How can they be with jobs then? Easy, LinkedIn has a way to spam people, so when you shoot out 100 iNmails in one go of course 3 of them will be relevant and matching, but you do not think about the 97 pissed of developers thinking: 'Again?!?'

For all you Dutch readers, a matching sketch of Daniel Arends came to mind when I was writing the latter, watch it here:

All this spamming from the 'tech-recruiters' can only have one outcome: really pissing off the developer community. I hear the following from my tech colleagues: 'They keep on spamming me on irrelevant jobs' and 'They call my Python repository nice while they are looking for a Ruby on Rails developer'. And this is totally valid, how would you as a recruiter feel if you get job offers regarding HR or Facility all time time? So whats causing these problems in my opinion?

Cause: a crooked plane (LinkedIn) flown by helicopter pilots ('tech-recruiters').

Solve it

So, the good thing is, its so easy to solve. Lets re-educate our helicopter pilots and train them how to fly a normal plane. The normal plane is navigating of Github, Stackoverflow, Bitbucket, Angellist, Tech.pro & Coderwall (this is what I train loads of startups in Amsterdam). This will become easy when you learn how to code and know how computer science works.

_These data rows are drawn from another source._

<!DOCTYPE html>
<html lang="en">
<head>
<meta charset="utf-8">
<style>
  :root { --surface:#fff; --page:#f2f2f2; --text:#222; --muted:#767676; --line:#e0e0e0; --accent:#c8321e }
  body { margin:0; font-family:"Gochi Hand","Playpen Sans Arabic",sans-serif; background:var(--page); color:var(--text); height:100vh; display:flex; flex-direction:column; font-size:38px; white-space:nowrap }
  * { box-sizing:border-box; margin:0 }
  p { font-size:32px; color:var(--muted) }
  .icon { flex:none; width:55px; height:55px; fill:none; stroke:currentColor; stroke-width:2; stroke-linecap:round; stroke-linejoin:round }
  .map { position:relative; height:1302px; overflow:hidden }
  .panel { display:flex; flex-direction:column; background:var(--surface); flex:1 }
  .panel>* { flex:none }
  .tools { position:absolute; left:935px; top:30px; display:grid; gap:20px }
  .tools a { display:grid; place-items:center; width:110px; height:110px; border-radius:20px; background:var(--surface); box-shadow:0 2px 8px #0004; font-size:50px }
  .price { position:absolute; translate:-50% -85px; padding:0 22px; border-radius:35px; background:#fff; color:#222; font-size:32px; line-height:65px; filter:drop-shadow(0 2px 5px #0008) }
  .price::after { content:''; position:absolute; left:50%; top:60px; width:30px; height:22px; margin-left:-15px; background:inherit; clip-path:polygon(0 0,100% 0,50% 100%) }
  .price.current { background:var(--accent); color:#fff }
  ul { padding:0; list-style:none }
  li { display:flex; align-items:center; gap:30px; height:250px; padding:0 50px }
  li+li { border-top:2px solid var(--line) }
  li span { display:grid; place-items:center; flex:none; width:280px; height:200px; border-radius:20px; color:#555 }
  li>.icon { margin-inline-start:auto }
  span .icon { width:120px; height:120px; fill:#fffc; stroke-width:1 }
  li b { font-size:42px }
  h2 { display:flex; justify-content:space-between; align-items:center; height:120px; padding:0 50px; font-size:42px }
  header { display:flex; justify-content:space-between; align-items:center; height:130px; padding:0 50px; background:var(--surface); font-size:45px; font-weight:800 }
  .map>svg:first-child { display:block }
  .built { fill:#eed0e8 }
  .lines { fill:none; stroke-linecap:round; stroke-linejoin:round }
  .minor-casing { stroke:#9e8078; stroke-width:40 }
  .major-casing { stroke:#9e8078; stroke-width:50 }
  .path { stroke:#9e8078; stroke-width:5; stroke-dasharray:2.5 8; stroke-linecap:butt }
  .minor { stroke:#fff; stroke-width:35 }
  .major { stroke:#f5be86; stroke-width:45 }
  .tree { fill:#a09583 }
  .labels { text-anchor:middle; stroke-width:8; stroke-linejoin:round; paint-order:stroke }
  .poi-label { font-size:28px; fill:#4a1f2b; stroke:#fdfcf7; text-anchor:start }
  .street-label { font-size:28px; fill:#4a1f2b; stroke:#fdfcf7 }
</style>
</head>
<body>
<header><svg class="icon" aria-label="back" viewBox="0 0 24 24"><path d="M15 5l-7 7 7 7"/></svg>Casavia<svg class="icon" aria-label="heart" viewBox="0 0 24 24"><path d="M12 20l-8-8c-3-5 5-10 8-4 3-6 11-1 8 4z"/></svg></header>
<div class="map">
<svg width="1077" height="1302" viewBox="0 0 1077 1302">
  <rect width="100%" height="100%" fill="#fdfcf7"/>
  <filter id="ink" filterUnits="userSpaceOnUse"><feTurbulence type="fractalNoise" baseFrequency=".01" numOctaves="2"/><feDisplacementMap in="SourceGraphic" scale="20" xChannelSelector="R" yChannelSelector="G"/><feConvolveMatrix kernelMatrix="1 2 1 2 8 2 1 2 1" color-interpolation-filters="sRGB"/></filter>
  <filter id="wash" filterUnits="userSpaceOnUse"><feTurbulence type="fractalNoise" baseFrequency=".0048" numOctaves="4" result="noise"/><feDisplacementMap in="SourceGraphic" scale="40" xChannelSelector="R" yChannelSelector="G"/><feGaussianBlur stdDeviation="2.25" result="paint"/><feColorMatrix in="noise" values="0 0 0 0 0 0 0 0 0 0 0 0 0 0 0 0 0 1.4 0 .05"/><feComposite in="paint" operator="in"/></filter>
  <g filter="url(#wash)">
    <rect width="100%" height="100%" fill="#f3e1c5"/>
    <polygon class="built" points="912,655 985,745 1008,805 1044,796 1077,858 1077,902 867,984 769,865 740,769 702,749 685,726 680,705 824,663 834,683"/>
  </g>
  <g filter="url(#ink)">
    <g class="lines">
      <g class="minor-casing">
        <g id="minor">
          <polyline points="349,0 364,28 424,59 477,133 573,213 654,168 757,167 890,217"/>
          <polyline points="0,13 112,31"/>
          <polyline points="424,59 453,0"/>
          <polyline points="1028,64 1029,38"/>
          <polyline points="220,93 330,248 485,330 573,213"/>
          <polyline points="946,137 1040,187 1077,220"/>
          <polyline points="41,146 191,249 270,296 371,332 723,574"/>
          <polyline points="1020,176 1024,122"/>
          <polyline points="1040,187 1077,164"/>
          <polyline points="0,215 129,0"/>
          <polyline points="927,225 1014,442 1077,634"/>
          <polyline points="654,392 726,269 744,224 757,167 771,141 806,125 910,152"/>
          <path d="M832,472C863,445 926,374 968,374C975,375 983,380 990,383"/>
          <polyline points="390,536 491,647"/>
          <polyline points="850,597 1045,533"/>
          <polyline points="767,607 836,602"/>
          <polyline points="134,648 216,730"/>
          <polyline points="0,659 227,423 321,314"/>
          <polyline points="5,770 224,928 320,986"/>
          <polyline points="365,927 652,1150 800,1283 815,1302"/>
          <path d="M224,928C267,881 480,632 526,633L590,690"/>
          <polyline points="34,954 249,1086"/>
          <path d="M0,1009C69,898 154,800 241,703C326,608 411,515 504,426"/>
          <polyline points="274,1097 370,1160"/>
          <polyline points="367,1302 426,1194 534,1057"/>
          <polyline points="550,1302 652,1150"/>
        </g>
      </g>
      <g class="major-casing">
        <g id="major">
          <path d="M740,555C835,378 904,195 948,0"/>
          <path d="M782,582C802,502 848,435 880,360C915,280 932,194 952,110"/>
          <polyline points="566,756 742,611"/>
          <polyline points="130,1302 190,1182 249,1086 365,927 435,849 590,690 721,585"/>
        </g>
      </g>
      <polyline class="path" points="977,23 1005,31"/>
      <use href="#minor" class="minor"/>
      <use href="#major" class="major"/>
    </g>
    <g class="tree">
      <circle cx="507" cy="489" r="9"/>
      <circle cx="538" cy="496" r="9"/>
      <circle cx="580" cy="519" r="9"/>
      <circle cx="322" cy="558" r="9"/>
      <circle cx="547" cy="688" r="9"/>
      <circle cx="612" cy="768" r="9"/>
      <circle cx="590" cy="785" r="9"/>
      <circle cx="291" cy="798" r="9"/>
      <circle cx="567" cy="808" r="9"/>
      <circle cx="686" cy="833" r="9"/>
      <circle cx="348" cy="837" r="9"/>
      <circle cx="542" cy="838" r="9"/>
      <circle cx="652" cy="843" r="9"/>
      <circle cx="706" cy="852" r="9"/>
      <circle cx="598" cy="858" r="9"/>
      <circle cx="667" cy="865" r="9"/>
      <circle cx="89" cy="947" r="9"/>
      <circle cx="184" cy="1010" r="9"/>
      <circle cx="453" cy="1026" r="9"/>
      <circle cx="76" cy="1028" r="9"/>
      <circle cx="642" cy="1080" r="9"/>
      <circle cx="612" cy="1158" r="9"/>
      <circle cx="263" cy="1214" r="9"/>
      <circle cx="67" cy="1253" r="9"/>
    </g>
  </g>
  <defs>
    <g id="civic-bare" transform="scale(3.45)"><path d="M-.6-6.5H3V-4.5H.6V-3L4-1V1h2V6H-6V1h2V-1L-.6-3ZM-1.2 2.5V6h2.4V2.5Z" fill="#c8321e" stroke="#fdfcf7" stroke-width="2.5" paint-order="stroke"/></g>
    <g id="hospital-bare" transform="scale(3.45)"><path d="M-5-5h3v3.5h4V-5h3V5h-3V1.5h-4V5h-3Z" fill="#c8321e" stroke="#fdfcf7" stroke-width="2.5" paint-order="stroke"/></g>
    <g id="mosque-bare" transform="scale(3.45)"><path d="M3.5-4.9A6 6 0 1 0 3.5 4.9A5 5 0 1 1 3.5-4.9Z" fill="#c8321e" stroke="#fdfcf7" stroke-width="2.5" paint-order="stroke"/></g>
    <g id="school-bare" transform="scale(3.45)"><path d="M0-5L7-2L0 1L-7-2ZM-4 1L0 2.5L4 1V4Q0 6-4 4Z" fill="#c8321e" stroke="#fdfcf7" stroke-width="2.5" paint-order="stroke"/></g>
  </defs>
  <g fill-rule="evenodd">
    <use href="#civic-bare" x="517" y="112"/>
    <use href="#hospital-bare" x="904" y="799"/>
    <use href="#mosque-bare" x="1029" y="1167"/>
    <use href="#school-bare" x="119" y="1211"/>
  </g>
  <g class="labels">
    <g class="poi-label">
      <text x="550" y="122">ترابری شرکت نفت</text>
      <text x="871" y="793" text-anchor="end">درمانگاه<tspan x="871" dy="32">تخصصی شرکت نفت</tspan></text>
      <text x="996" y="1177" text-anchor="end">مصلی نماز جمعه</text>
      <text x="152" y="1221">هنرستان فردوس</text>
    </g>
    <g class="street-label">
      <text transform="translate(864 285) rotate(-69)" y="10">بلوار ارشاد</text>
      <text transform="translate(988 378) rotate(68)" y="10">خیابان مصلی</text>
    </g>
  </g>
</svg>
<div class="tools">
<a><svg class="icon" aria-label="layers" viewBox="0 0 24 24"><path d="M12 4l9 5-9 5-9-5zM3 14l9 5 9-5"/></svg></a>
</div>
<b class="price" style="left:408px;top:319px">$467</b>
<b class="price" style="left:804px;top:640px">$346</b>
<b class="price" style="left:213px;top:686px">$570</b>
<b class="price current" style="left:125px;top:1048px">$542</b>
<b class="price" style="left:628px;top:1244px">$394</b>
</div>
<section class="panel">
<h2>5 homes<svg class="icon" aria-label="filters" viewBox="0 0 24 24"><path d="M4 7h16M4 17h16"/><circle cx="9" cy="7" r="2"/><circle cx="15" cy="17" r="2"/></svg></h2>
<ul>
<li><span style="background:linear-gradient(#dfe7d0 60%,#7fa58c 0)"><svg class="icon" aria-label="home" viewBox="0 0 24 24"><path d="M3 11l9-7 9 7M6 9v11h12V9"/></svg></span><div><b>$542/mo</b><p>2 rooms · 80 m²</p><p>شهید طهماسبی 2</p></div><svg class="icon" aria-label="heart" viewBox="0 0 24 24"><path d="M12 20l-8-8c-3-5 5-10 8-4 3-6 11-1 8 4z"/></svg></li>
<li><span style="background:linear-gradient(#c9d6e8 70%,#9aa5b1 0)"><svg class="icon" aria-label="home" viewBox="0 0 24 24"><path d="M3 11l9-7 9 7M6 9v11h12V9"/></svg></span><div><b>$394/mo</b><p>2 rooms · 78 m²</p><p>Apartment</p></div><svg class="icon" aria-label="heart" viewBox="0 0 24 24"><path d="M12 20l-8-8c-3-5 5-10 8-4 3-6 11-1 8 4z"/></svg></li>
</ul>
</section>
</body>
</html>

So, all it takes is you willing to learn new things: some real basic computer science and a little fragrance of coding. Just to get a little grasp on what you are actually looking for and what computers actually do. Really, the interweb is FILLED with these courses that will give you the information you need to become a really good tech-recruiter. For all 'tech' recruiters currently reading, check this out (very high level):

  1. Start with http://www.codecademy.com/  -- Just do their intro to Web Fundamentals
  2. Then, get your computer science up: Coursera has a very nice Computer Science 101 course available
  3. TELL your developers that you are doing this, they will support you. If not: they no good.
  4. Do some specified Javascript, Java, Ruby, Python, Perl, Groovy, Grails, insert your language here classes on Codecademy.
  5. When you are up and running, go online, dump Linkedin and go search on GithubStackoverflow and the likes.

Some other good sites

  1. edX Computer Science lessons
  2. Skillcrush (you pay for this)
  3. Skillshare
  4. Web platform (Frontend)
  5. Code School

Of course this is just my take on things, but I think companies who hire someone for doing their tech-recruitment without an idea on what web technology or software development is should go on a 1 month crash-course before you even let them touch a site like LinkedIn, not to speak of Github, Stack and Bitbucket. Thanks for reading and looking forward to any comments.